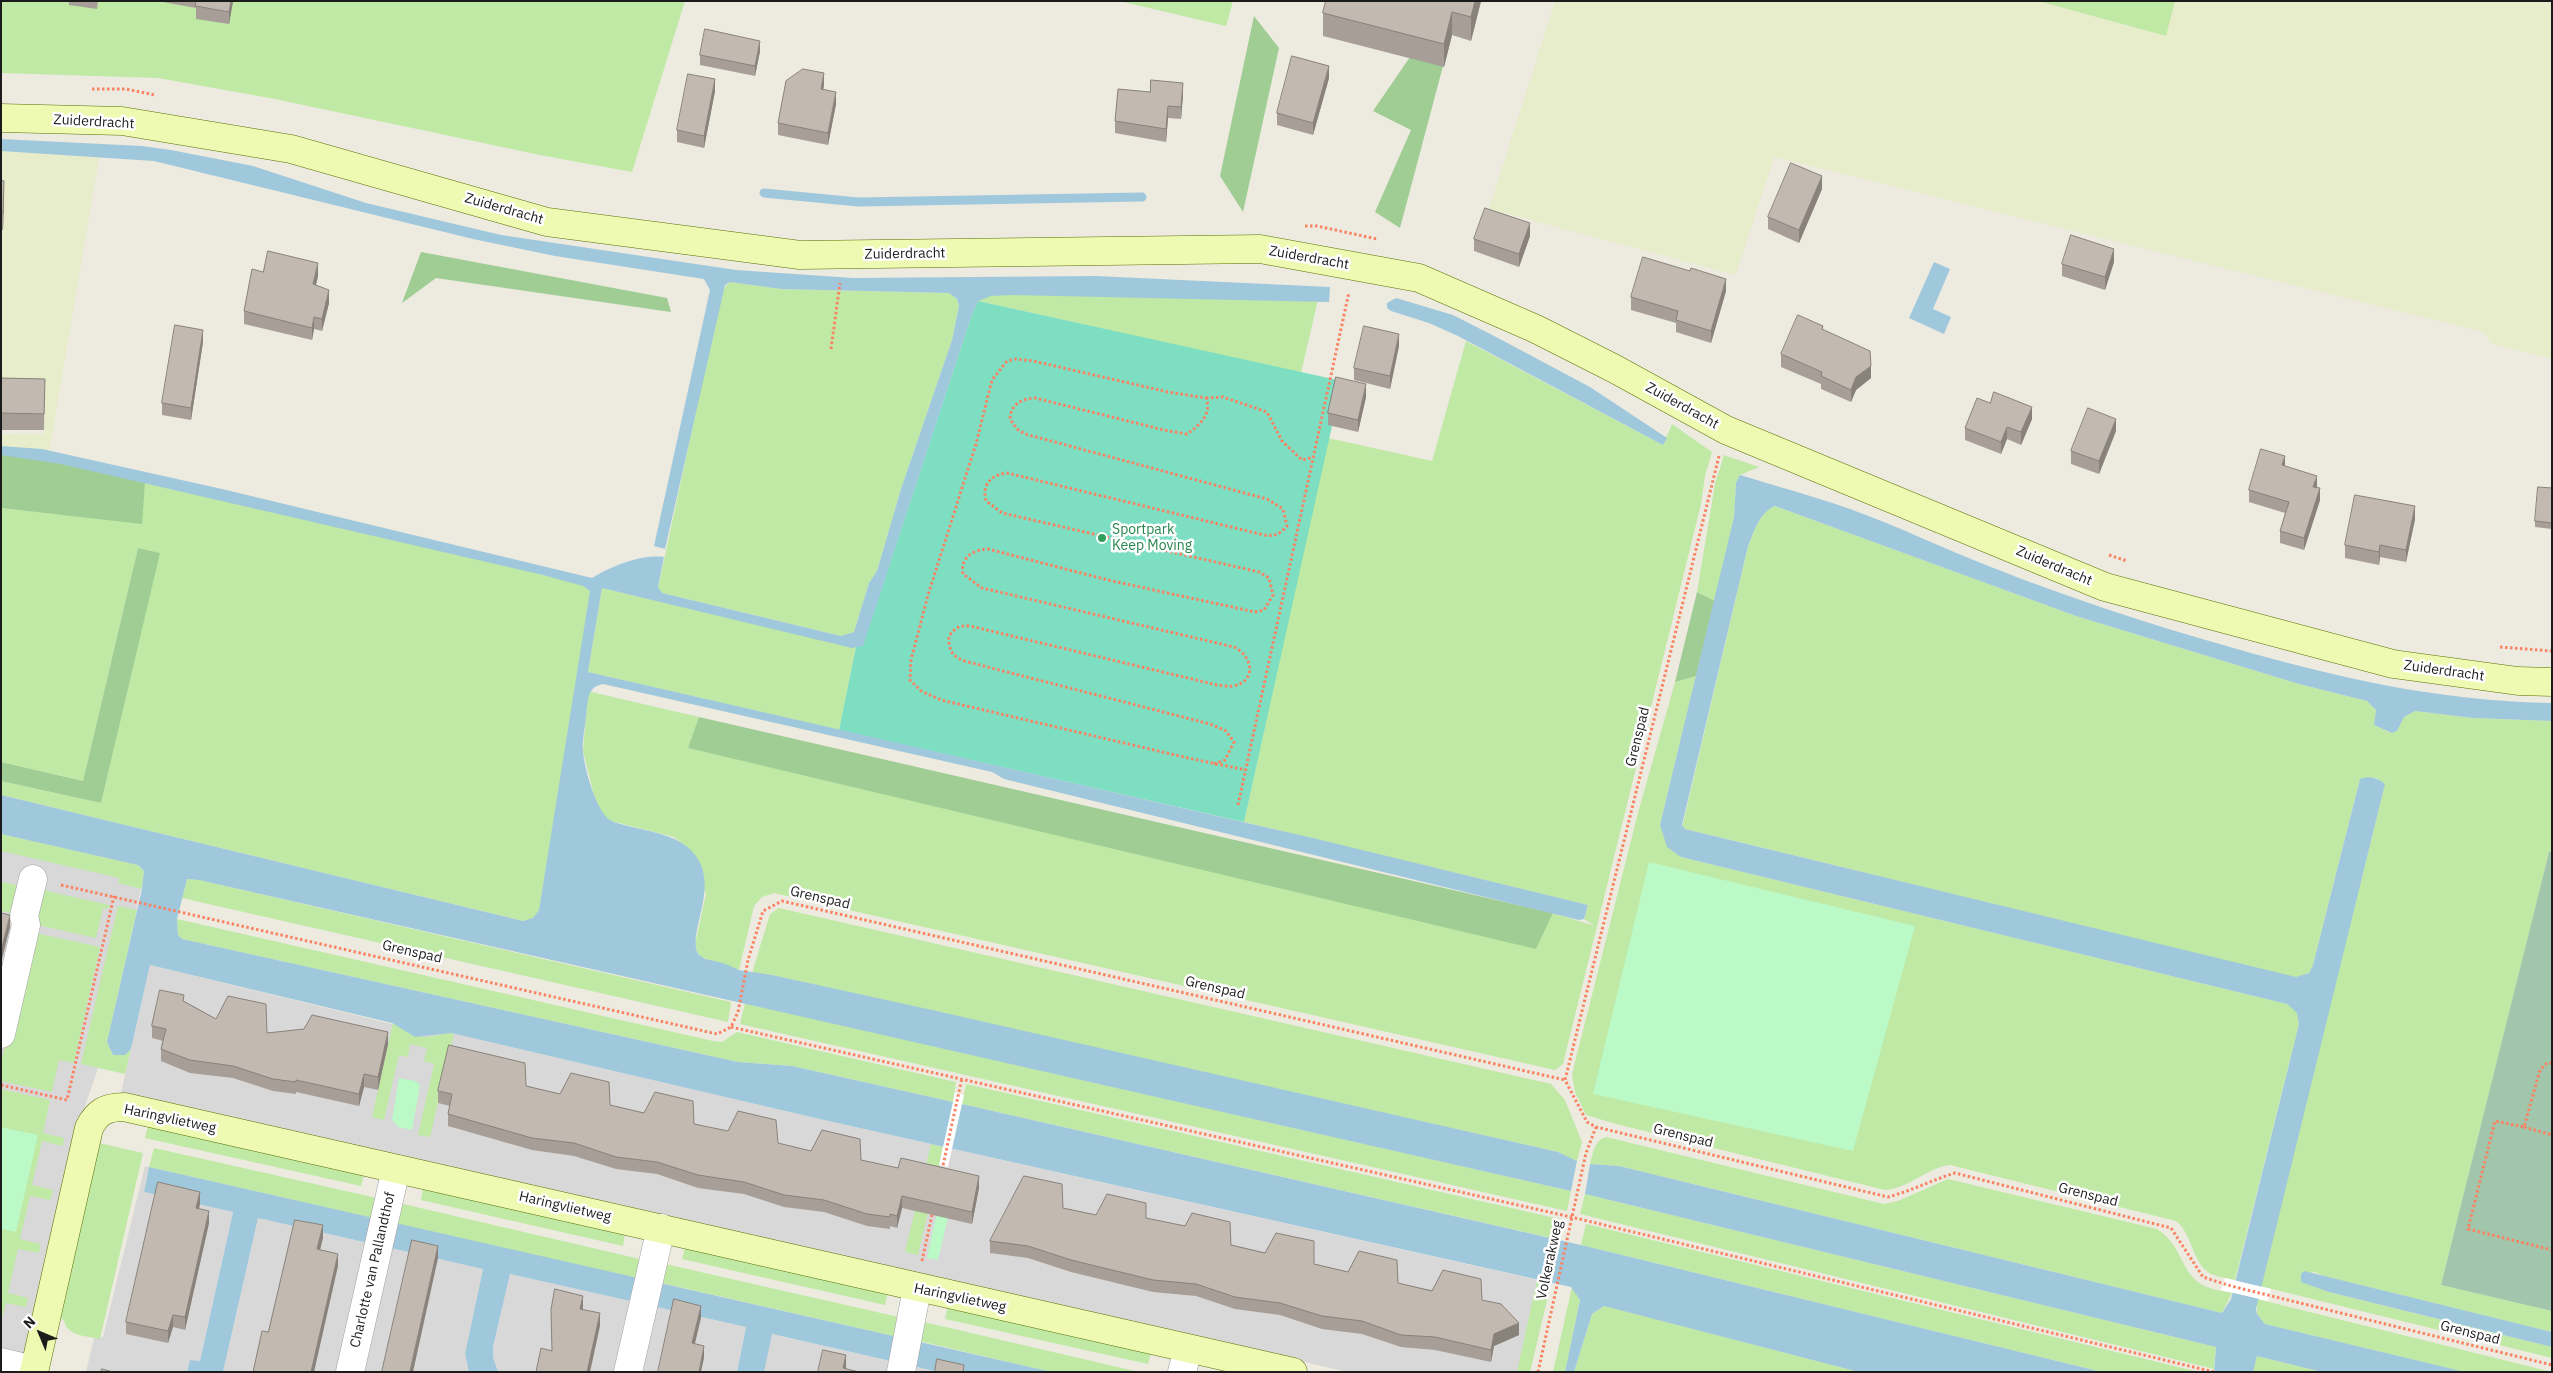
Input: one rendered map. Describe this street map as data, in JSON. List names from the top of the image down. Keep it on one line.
{"streets":{"street":["Zuiderdracht","Haringvlietweg","Charlotte van Pallandthof"],"path":["Grenspad","Volkerakweg"]},"crossings":[["Zuiderdracht","Grenspad"],["Grenspad","Volkerakweg"],["Haringvlietweg","Charlotte van Pallandthof"]],"places":["Sportpark Keep Moving"],"north":"top left"}
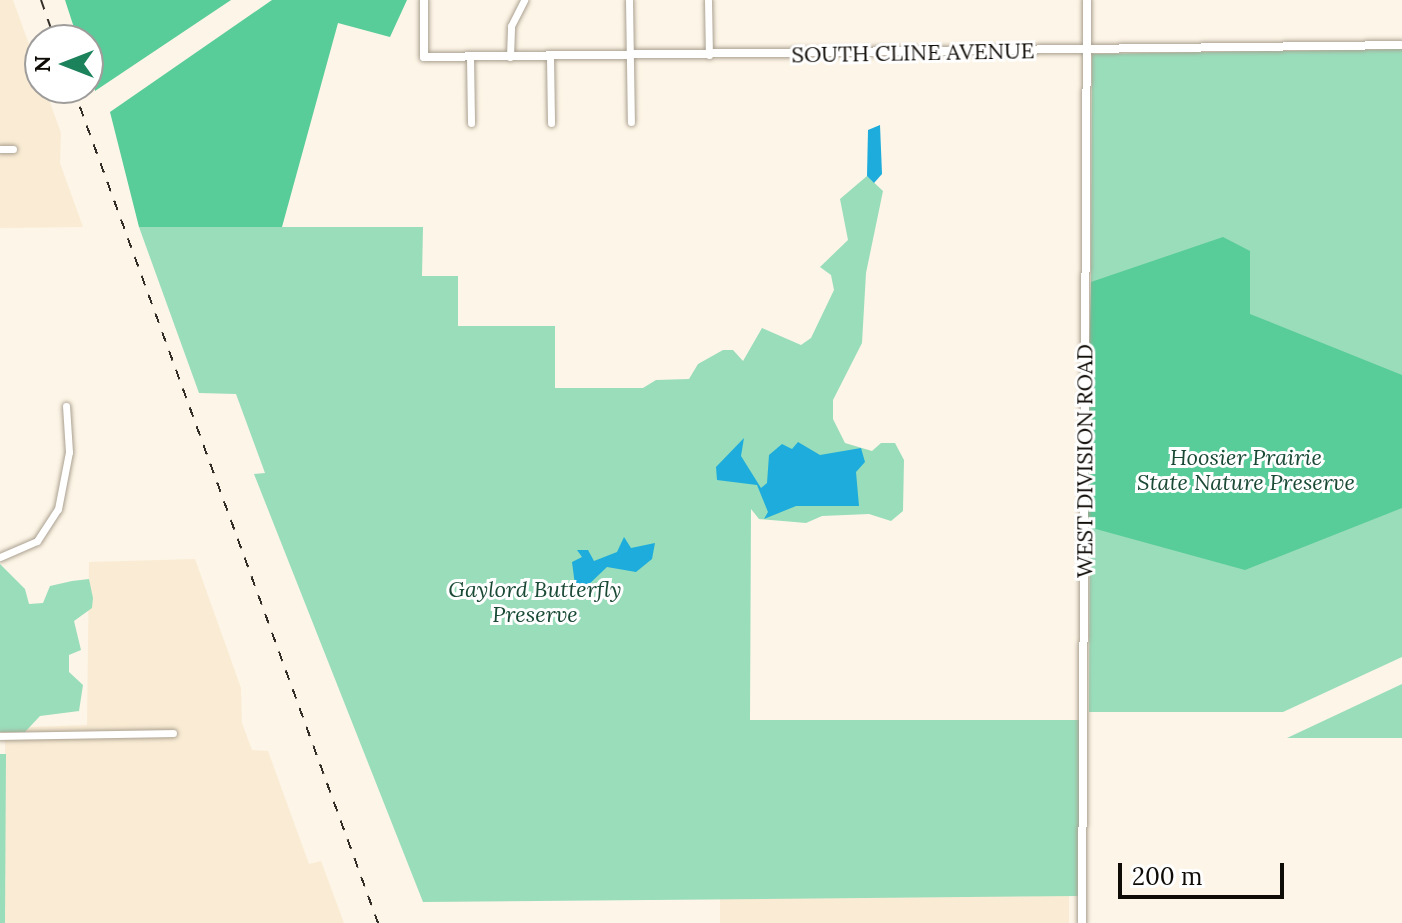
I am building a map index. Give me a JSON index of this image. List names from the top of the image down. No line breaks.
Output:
{"streets":{"street":["SOUTH CLINE AVENUE","WEST DIVISION ROAD"]},"crossings":[["SOUTH CLINE AVENUE","WEST DIVISION ROAD"]],"parks":["Hoosier Prairie State Nature Preserve","Gaylord Butterfly Preserve"],"scale_bar":"200 m","north":"left"}
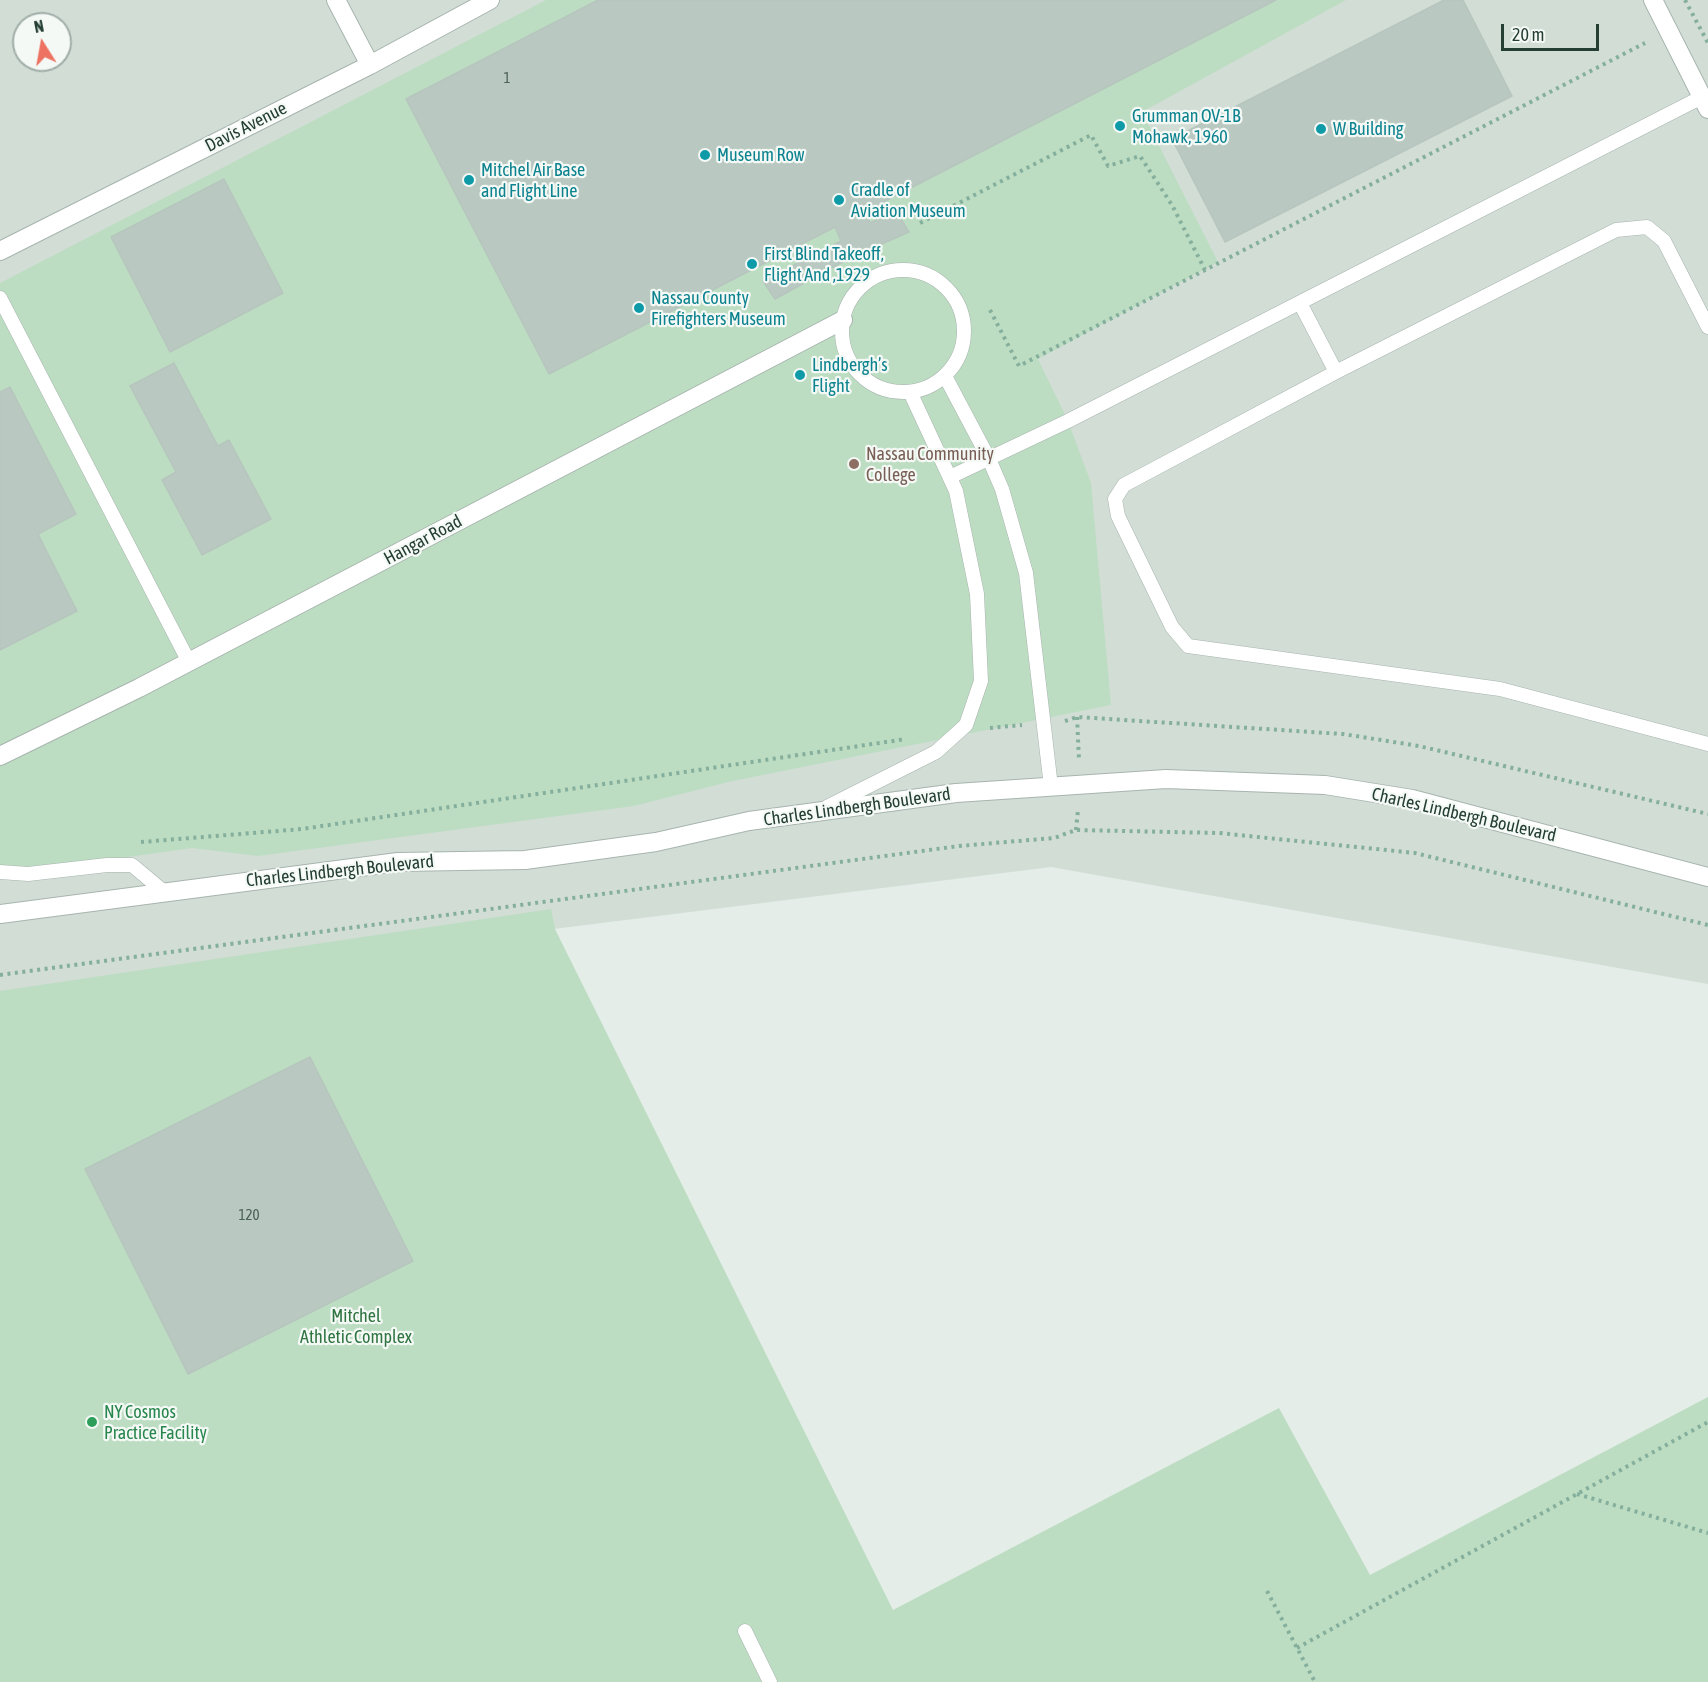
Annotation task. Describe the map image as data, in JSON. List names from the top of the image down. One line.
{"streets":{"street":["Davis Avenue","Hangar Road","Charles Lindbergh Boulevard"]},"parks":["Mitchel Athletic Complex"],"places":["Grumman OV-1B Mohawk, 1960","W Building","Museum Row","Mitchel Air Base and Flight Line","Cradle of Aviation Museum","First Blind Takeoff, Flight And ,1929","Nassau County Firefighters Museum","Lindbergh’s Flight","Nassau Community College","NY Cosmos Practice Facility"],"house_numbers":["1","120"],"scale_bar":"20 m","north":"top"}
════════════════
* Work item:
Copy every record above exactly as written, but leave out the pictures.

* Task output:
Input: one rendered map. Describe this street map as data, in JSON. List names from the top of the image down. Keep it on one line.
{"streets":{"street":["Zuiderdracht","Haringvlietweg","Charlotte van Pallandthof"],"path":["Grenspad","Volkerakweg"]},"crossings":[["Zuiderdracht","Grenspad"],["Grenspad","Volkerakweg"],["Haringvlietweg","Charlotte van Pallandthof"]],"places":["Sportpark Keep Moving"],"north":"top left"}
I am building a map index. Give me a JSON index of this image. List names from the top of the image down. No line breaks.
Output:
{"streets":{"street":["SOUTH CLINE AVENUE","WEST DIVISION ROAD"]},"crossings":[["SOUTH CLINE AVENUE","WEST DIVISION ROAD"]],"parks":["Hoosier Prairie State Nature Preserve","Gaylord Butterfly Preserve"],"scale_bar":"200 m","north":"left"}
Annotation task. Describe the map image as data, in JSON. List names from the top of the image down. One line.
{"streets":{"street":["Davis Avenue","Hangar Road","Charles Lindbergh Boulevard"]},"parks":["Mitchel Athletic Complex"],"places":["Grumman OV-1B Mohawk, 1960","W Building","Museum Row","Mitchel Air Base and Flight Line","Cradle of Aviation Museum","First Blind Takeoff, Flight And ,1929","Nassau County Firefighters Museum","Lindbergh’s Flight","Nassau Community College","NY Cosmos Practice Facility"],"house_numbers":["1","120"],"scale_bar":"20 m","north":"top"}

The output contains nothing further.